*Exercise instructions*:
Within the records, which lines hold the string "遠州夢咲農協浜岡営農経済センタ"? Report each one by copying it.
Dataset content Block Start
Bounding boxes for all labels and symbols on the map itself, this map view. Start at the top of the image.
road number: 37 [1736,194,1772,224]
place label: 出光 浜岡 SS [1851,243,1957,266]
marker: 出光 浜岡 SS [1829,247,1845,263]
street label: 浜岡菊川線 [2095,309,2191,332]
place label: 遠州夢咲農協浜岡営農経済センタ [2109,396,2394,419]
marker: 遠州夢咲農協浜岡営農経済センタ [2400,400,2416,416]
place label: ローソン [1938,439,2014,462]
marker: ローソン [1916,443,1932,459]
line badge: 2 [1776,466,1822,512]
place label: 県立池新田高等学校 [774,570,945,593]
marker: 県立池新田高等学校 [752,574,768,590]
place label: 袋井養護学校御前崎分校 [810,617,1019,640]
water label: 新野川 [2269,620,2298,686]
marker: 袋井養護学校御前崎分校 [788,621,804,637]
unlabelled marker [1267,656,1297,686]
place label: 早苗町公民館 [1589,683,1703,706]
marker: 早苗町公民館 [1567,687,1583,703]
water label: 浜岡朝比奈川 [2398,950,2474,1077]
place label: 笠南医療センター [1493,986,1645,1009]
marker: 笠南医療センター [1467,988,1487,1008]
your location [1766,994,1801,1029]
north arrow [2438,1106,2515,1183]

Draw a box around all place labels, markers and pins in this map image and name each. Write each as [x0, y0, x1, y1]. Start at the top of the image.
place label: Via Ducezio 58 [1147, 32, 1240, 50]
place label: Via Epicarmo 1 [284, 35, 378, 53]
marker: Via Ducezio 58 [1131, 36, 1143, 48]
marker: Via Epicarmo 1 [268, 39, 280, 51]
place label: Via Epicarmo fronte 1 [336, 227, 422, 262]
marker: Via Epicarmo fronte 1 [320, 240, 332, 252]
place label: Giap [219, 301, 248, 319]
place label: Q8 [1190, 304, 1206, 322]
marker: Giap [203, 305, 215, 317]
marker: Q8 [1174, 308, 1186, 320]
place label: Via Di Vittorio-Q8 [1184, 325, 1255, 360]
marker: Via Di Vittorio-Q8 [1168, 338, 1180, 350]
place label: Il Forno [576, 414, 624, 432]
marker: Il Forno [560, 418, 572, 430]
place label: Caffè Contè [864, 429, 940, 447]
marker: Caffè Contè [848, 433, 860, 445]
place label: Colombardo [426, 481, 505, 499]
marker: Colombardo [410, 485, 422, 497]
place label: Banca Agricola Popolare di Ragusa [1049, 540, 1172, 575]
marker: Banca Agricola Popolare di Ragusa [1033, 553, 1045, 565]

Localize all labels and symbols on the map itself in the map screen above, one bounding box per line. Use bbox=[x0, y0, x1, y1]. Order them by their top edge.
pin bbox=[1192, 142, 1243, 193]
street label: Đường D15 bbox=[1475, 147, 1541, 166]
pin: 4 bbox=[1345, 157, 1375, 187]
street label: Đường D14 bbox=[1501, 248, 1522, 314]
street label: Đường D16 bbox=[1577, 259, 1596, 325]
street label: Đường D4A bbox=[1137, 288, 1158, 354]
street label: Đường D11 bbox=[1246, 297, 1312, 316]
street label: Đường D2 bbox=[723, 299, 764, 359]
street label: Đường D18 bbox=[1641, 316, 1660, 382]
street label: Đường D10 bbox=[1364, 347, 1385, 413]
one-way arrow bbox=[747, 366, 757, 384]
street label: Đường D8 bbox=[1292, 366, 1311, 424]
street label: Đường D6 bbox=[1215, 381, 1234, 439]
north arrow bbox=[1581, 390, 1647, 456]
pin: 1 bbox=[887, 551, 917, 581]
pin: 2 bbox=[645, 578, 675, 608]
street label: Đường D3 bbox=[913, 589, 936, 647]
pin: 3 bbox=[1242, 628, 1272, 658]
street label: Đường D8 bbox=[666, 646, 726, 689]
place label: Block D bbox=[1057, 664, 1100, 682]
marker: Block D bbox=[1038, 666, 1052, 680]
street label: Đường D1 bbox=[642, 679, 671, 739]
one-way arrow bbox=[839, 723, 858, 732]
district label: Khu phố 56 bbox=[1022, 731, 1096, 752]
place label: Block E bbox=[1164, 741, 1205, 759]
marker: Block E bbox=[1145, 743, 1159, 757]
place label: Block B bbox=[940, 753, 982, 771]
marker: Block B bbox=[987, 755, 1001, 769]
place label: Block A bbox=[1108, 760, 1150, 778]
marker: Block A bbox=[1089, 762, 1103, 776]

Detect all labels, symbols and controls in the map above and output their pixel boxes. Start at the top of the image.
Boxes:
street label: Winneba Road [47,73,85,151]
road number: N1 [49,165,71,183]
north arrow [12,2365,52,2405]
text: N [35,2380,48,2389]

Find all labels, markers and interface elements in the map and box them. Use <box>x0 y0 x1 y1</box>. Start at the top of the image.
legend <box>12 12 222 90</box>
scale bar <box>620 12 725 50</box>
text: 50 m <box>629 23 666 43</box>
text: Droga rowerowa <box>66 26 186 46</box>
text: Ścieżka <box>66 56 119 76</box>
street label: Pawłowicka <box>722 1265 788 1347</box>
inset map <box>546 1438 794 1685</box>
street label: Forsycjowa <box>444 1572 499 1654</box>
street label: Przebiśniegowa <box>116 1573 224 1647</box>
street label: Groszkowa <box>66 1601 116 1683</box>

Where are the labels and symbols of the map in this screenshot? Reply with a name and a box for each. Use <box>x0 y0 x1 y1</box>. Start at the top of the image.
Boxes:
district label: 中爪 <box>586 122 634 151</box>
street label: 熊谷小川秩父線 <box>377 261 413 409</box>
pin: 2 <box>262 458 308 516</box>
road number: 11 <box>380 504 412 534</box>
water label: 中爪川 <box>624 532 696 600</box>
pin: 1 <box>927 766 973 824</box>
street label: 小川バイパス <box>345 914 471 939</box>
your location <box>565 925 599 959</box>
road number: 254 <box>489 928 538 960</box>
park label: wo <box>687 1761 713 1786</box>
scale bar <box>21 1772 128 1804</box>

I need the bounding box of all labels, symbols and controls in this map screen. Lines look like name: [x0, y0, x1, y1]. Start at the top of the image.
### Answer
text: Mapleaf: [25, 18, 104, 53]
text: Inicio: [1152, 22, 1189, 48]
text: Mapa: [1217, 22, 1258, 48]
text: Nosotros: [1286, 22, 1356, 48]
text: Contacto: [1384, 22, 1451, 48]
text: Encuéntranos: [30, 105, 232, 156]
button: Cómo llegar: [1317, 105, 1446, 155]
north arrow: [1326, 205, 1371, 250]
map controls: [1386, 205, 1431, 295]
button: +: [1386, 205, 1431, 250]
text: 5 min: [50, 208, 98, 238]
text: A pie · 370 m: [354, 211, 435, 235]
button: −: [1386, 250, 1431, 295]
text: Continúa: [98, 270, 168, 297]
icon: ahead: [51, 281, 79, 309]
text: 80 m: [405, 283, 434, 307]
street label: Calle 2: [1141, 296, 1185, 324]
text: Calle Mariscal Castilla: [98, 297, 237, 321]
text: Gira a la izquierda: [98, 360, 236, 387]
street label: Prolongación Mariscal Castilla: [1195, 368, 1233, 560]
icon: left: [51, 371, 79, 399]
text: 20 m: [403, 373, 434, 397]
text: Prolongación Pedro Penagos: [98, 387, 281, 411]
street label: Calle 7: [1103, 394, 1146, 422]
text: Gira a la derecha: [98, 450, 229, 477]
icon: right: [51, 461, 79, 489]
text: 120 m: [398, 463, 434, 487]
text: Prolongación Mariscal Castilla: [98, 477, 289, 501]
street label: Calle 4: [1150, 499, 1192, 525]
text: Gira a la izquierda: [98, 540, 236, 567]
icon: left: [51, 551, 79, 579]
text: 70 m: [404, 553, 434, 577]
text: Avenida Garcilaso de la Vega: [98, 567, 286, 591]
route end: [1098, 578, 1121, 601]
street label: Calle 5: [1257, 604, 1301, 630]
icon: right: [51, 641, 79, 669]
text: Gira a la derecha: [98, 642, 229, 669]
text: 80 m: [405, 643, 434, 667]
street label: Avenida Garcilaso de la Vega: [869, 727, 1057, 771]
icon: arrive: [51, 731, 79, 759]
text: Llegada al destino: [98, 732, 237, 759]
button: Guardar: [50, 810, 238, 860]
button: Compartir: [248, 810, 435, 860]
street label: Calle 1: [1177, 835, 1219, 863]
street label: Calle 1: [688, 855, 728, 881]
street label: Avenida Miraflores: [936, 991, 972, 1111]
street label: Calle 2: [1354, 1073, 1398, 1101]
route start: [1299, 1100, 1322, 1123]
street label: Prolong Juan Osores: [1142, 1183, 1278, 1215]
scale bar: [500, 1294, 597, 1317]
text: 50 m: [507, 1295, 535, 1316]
Dataset content Block End
*Written response*:
place label: 遠州夢咲農協浜岡営農経済センタ [2109,396,2394,419]
marker: 遠州夢咲農協浜岡営農経済センタ [2400,400,2416,416]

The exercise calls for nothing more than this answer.